_TASK REQUIREMENTS_
Gather, from the listing beneath this task, every line holding the string "JSON".

==== SOURCE INFORMATION ====

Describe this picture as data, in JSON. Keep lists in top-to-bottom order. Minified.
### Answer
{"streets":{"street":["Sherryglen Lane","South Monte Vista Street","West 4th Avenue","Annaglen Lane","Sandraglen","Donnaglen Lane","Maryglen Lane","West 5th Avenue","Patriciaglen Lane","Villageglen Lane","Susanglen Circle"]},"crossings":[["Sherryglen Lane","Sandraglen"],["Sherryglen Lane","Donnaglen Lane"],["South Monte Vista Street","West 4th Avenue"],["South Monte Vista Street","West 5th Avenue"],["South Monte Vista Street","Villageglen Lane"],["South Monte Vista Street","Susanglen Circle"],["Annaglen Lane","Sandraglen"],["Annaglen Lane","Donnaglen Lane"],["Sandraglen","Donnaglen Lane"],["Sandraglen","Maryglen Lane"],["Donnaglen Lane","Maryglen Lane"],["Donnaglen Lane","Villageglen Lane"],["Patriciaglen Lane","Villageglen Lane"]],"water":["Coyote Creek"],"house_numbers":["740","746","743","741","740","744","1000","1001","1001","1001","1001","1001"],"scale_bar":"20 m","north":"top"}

====
==== SOURCE INFORMATION ====

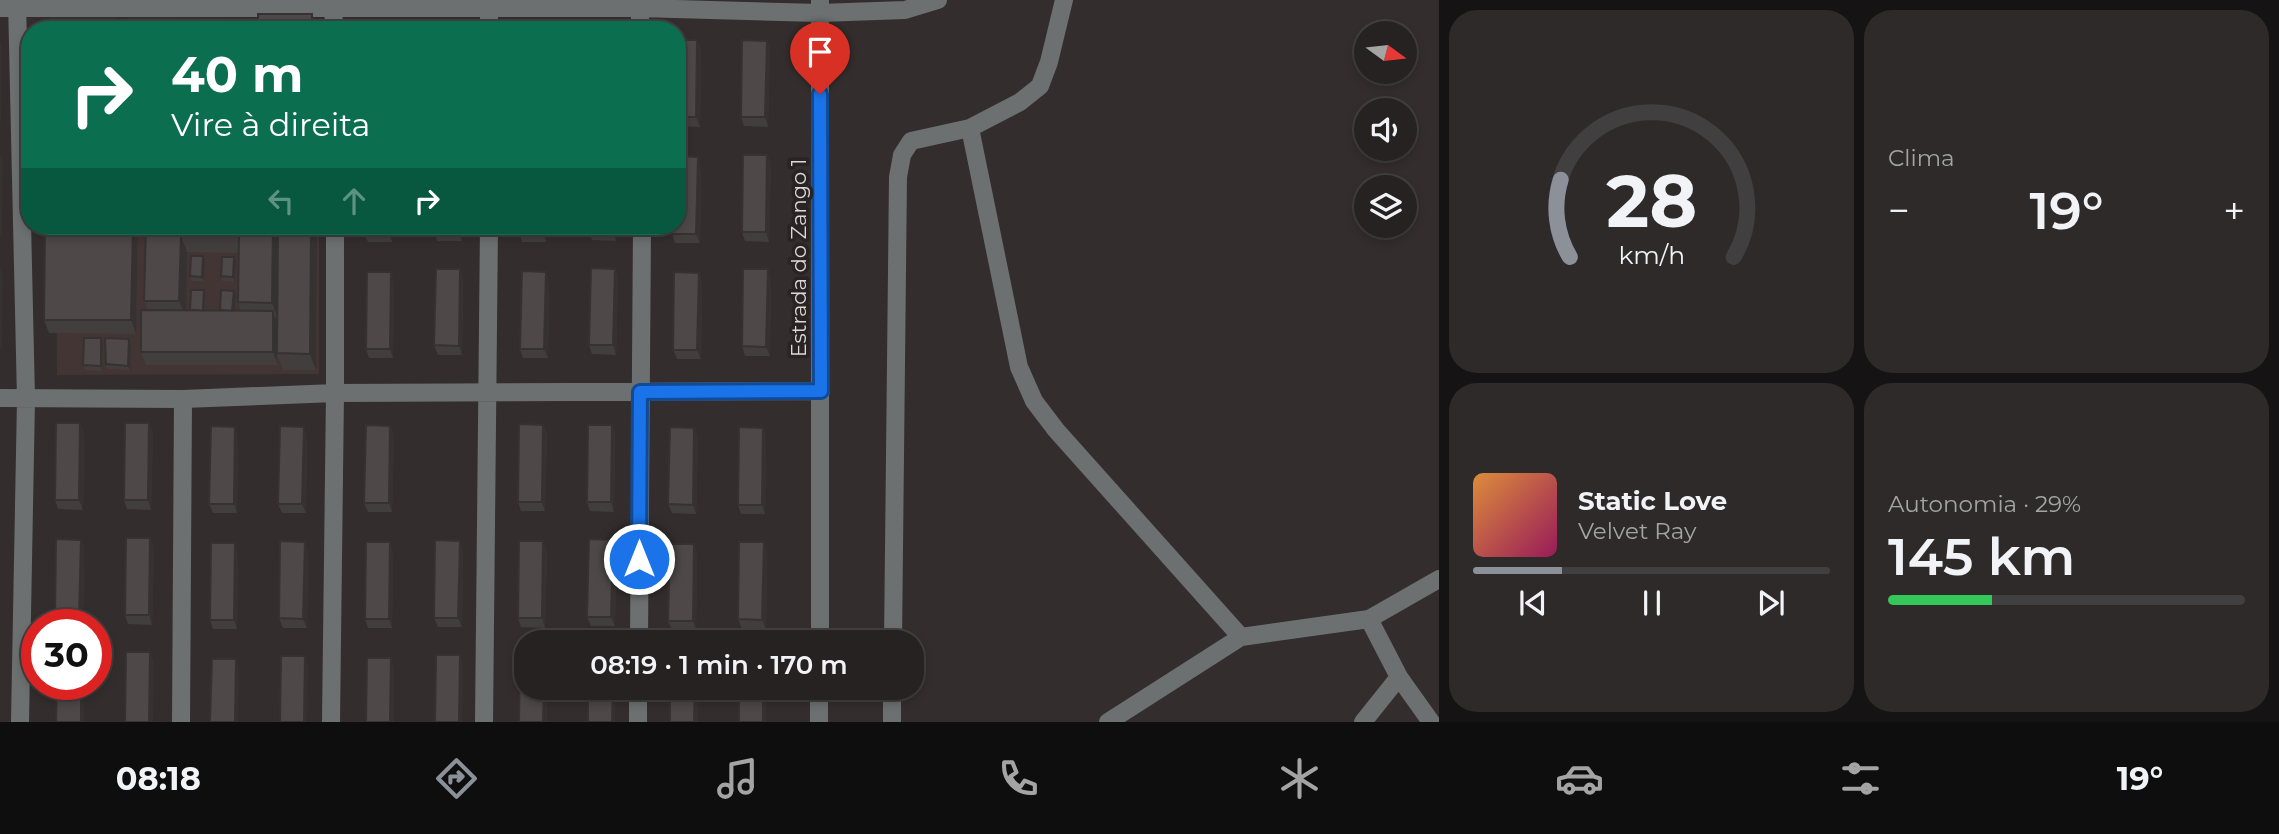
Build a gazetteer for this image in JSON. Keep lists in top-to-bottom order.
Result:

====

_TASK ANSWER_
Describe this picture as data, in JSON. Keep lists in top-to-bottom order. Minified.
Build a gazetteer for this image in JSON. Keep lists in top-to-bottom order.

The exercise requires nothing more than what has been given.